Collected data:
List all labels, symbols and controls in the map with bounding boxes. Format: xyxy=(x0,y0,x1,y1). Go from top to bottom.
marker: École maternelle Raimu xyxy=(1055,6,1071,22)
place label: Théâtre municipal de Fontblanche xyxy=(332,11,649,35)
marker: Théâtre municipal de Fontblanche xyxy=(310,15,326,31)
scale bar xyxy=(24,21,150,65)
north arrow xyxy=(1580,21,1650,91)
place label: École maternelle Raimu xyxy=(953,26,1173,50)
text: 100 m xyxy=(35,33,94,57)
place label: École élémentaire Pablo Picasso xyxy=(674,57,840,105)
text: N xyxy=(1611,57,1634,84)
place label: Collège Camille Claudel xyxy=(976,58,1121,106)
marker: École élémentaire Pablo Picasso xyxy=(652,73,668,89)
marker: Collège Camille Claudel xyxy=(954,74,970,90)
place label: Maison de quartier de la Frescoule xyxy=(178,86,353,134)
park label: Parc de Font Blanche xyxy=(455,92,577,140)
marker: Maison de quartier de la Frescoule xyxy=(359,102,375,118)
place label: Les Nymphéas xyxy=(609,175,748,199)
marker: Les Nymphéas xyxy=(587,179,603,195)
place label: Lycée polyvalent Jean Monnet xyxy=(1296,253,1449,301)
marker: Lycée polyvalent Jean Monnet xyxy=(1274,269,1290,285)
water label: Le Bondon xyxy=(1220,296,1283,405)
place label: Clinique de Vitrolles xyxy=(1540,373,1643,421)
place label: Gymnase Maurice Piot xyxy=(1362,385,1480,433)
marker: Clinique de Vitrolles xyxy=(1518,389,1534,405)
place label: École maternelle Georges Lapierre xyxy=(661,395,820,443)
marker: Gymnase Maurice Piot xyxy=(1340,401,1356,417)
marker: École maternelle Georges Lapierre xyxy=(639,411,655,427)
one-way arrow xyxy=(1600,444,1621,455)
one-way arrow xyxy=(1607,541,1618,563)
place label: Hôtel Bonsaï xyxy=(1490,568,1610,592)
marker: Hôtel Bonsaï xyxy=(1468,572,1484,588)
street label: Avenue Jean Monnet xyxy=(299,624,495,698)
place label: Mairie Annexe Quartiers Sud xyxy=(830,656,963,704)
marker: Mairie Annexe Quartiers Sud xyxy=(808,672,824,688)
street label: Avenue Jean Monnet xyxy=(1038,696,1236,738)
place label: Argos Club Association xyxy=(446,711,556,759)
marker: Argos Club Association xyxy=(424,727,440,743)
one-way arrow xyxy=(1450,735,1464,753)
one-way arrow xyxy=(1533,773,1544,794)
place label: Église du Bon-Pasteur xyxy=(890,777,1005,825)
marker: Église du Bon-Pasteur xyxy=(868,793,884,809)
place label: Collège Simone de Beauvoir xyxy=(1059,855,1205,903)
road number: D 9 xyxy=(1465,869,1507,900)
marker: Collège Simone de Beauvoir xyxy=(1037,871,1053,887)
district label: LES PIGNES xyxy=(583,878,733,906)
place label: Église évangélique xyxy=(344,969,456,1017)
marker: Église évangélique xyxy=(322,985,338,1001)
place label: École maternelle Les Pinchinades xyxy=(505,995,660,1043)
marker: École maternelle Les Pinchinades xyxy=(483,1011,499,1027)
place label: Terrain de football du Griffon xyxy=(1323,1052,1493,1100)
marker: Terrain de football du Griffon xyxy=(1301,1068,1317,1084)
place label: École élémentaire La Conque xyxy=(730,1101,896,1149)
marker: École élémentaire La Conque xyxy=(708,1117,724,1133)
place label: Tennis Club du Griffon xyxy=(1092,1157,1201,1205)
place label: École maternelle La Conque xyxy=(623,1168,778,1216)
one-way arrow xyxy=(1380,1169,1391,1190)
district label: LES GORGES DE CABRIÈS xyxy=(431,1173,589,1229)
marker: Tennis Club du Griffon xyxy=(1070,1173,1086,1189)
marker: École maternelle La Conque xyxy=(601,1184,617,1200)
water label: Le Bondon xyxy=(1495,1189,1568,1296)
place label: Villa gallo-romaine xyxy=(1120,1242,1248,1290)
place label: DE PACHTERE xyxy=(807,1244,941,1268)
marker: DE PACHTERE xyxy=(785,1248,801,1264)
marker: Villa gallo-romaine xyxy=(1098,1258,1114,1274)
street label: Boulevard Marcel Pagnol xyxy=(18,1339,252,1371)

### WORK ORDER
Transcribe the data in full, matching every line exactly.

### SOLUTION
List all labels, symbols and controls in the map with bounding boxes. Format: xyxy=(x0,y0,x1,y1). Go from top to bottom.
marker: École maternelle Raimu xyxy=(1055,6,1071,22)
place label: Théâtre municipal de Fontblanche xyxy=(332,11,649,35)
marker: Théâtre municipal de Fontblanche xyxy=(310,15,326,31)
scale bar xyxy=(24,21,150,65)
north arrow xyxy=(1580,21,1650,91)
place label: École maternelle Raimu xyxy=(953,26,1173,50)
text: 100 m xyxy=(35,33,94,57)
place label: École élémentaire Pablo Picasso xyxy=(674,57,840,105)
text: N xyxy=(1611,57,1634,84)
place label: Collège Camille Claudel xyxy=(976,58,1121,106)
marker: École élémentaire Pablo Picasso xyxy=(652,73,668,89)
marker: Collège Camille Claudel xyxy=(954,74,970,90)
place label: Maison de quartier de la Frescoule xyxy=(178,86,353,134)
park label: Parc de Font Blanche xyxy=(455,92,577,140)
marker: Maison de quartier de la Frescoule xyxy=(359,102,375,118)
place label: Les Nymphéas xyxy=(609,175,748,199)
marker: Les Nymphéas xyxy=(587,179,603,195)
place label: Lycée polyvalent Jean Monnet xyxy=(1296,253,1449,301)
marker: Lycée polyvalent Jean Monnet xyxy=(1274,269,1290,285)
water label: Le Bondon xyxy=(1220,296,1283,405)
place label: Clinique de Vitrolles xyxy=(1540,373,1643,421)
place label: Gymnase Maurice Piot xyxy=(1362,385,1480,433)
marker: Clinique de Vitrolles xyxy=(1518,389,1534,405)
place label: École maternelle Georges Lapierre xyxy=(661,395,820,443)
marker: Gymnase Maurice Piot xyxy=(1340,401,1356,417)
marker: École maternelle Georges Lapierre xyxy=(639,411,655,427)
one-way arrow xyxy=(1600,444,1621,455)
one-way arrow xyxy=(1607,541,1618,563)
place label: Hôtel Bonsaï xyxy=(1490,568,1610,592)
marker: Hôtel Bonsaï xyxy=(1468,572,1484,588)
street label: Avenue Jean Monnet xyxy=(299,624,495,698)
place label: Mairie Annexe Quartiers Sud xyxy=(830,656,963,704)
marker: Mairie Annexe Quartiers Sud xyxy=(808,672,824,688)
street label: Avenue Jean Monnet xyxy=(1038,696,1236,738)
place label: Argos Club Association xyxy=(446,711,556,759)
marker: Argos Club Association xyxy=(424,727,440,743)
one-way arrow xyxy=(1450,735,1464,753)
one-way arrow xyxy=(1533,773,1544,794)
place label: Église du Bon-Pasteur xyxy=(890,777,1005,825)
marker: Église du Bon-Pasteur xyxy=(868,793,884,809)
place label: Collège Simone de Beauvoir xyxy=(1059,855,1205,903)
road number: D 9 xyxy=(1465,869,1507,900)
marker: Collège Simone de Beauvoir xyxy=(1037,871,1053,887)
district label: LES PIGNES xyxy=(583,878,733,906)
place label: Église évangélique xyxy=(344,969,456,1017)
marker: Église évangélique xyxy=(322,985,338,1001)
place label: École maternelle Les Pinchinades xyxy=(505,995,660,1043)
marker: École maternelle Les Pinchinades xyxy=(483,1011,499,1027)
place label: Terrain de football du Griffon xyxy=(1323,1052,1493,1100)
marker: Terrain de football du Griffon xyxy=(1301,1068,1317,1084)
place label: École élémentaire La Conque xyxy=(730,1101,896,1149)
marker: École élémentaire La Conque xyxy=(708,1117,724,1133)
place label: Tennis Club du Griffon xyxy=(1092,1157,1201,1205)
place label: École maternelle La Conque xyxy=(623,1168,778,1216)
one-way arrow xyxy=(1380,1169,1391,1190)
district label: LES GORGES DE CABRIÈS xyxy=(431,1173,589,1229)
marker: Tennis Club du Griffon xyxy=(1070,1173,1086,1189)
marker: École maternelle La Conque xyxy=(601,1184,617,1200)
water label: Le Bondon xyxy=(1495,1189,1568,1296)
place label: Villa gallo-romaine xyxy=(1120,1242,1248,1290)
place label: DE PACHTERE xyxy=(807,1244,941,1268)
marker: DE PACHTERE xyxy=(785,1248,801,1264)
marker: Villa gallo-romaine xyxy=(1098,1258,1114,1274)
street label: Boulevard Marcel Pagnol xyxy=(18,1339,252,1371)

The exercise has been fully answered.